UnicodeDecodeError: 'utf-8' codec can't decode byte 0xf8 in position 0: invalid start byte [<Ray component: tune } #45492

Aricept094 · 2024-05-22T08:04:01Z

What happened + What you expected to happen

I've recently started experiencing the same exact issue[ https://github.com/wandb/wandb/issues/7683#issue-2308957793 ] that I suspect is related to a recent NVIDIA driver update. Yesterday, I updated my NVIDIA driver to version 555.85, and since then, I've been encountering errors in both Ray Tune and wand.

Initially, I encountered the error in Ray Tune, but after modifying the nvidia_gpu.py file in python3.11/site-packages/ray/_private/accelerators/ to use Latin-1 encoding instead of UTF-8, I was able to get my Ray Tune project working again.
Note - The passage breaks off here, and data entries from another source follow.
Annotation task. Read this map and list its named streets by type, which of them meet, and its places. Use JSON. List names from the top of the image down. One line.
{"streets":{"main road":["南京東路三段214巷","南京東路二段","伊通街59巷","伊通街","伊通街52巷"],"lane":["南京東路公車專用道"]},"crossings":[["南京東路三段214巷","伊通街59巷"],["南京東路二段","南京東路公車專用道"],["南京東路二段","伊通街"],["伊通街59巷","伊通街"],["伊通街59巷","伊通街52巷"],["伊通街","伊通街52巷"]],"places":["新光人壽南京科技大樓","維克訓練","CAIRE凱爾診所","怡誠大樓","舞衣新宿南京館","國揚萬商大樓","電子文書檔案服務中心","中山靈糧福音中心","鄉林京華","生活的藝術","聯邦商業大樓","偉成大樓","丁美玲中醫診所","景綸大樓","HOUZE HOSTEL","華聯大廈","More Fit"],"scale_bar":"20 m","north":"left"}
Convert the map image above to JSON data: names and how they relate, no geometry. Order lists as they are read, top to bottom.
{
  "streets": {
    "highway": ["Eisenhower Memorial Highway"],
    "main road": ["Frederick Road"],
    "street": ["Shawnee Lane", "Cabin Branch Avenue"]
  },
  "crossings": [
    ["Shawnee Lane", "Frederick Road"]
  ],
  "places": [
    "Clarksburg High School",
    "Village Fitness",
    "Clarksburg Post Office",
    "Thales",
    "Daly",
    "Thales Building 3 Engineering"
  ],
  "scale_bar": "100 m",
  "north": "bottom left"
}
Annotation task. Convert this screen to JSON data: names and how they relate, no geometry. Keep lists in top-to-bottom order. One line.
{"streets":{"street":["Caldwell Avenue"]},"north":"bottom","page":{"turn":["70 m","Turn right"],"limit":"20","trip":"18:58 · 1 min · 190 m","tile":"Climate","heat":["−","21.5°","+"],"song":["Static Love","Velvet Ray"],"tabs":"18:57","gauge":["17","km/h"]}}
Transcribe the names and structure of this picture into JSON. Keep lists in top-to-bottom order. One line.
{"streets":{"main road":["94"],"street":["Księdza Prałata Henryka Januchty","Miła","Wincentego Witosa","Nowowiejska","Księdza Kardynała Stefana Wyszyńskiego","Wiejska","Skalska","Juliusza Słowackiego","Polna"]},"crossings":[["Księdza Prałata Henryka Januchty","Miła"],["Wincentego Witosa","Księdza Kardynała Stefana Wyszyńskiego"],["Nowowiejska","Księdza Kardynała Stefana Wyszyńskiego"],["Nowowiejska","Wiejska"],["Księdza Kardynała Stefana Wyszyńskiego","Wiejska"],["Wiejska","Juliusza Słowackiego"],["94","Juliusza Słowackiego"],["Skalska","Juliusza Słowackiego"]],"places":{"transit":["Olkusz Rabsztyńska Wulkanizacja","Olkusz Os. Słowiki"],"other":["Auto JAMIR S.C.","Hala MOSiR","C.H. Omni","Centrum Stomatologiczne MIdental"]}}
The modified code is as follows:

try:
pynvml.nvmlInit()
except pynvml.NVMLError:
return None # pynvml init failed
device_count = pynvml.nvmlDeviceGetCount()
cuda_device_type = None
if device_count > 0:
handle = pynvml.nvmlDeviceGetHandleByIndex(0)
device_name = pynvml.nvmlDeviceGetName(handle)
if isinstance(device_name, bytes):
device_name = device_name.decode("latin1") # Changed from "utf-8" to "latin1"
cuda_device_type = (
NvidiaGPUAcceleratorManager._gpu_name_to_accelerator_type(device_name)
)
pynvml.nvmlShutdown()
return cuda_device_type

However, I'm still experiencing issues with W&B, where I'm receiving errors and my metrics are not being monitored as intended.

Versions / Dependencies

OS: Windows (WSL2)

Python version: 3.11.8

ray : 2.22.0

nvidia driver version ( installed on windows ) : 555.85

Reproduction script

File "/home/aricept094/MY_Scripts/Ray7_pl_augment_new.py", line 1629, in
analysis = tune.run(
^^^^^^^^^
File "/home/aricept094/miniconda3/envs/ray4/lib/python3.11/site-packages/ray/tune/tune.py", line 527, in run
_ray_auto_init(entrypoint=error_message_map["entrypoint"])
File "/home/aricept094/miniconda3/envs/ray4/lib/python3.11/site-packages/ray/tune/tune.py", line 252, in _ray_auto_init
ray.init()
File "/home/aricept094/miniconda3/envs/ray4/lib/python3.11/site-packages/ray/_private/client_mode_hook.py", line 103, in wrapper
return func(*args, **kwargs)
^^^^^^^^^^^^^^^^^^^^^
File "/home/aricept094/miniconda3/envs/ray4/lib/python3.11/site-packages/ray/_private/worker.py", line 1642, in init
_global_node = ray._private.node.Node(
^^^^^^^^^^^^^^^^^^^^^^^
File "/home/aricept094/miniconda3/envs/ray4/lib/python3.11/site-packages/ray/_private/node.py", line 336, in init
self.start_ray_processes()
File "/home/aricept094/miniconda3/envs/ray4/lib/python3.11/site-packages/ray/_private/node.py", line 1396, in start_ray_processes
resource_spec = self.get_resource_spec()
^^^^^^^^^^^^^^^^^^^^^^^^
File "/home/aricept094/miniconda3/envs/ray4/lib/python3.11/site-packages/ray/_private/node.py", line 580, in get_resource_spec
).resolve(is_head=self.head, node_ip_address=self.node_ip_address)
^^^^^^^^^^^^^^^^^^^^^^^^^^^^^^^^^^^^^^^^^^^^^^^^^^^^^^^^^^^^^^^^
File "/home/aricept094/miniconda3/envs/ray4/lib/python3.11/site-packages/ray/_private/resource_spec.py", line 215, in resolve
accelerator_manager.get_current_node_accelerator_type()
File "/home/aricept094/miniconda3/envs/ray4/lib/python3.11/site-packages/ray/_private/accelerators/nvidia_gpu.py", line 71, in get_current_node_accelerator_type
device_name = device_name.decode("utf-8")
^^^^^^^^^^^^^^^^^^^^^^^^^^^
UnicodeDecodeError: 'utf-8' codec can't decode byte 0xf8 in position 0: invalid start byte

import re
import os
import logging
from typing import Optional, List, Tuple

from ray._private.accelerators.accelerator import AcceleratorManager

logger = logging.getLogger(name)

CUDA_VISIBLE_DEVICES_ENV_VAR = "CUDA_VISIBLE_DEVICES"
NOSET_CUDA_VISIBLE_DEVICES_ENV_VAR = "RAY_EXPERIMENTAL_NOSET_CUDA_VISIBLE_DEVICES"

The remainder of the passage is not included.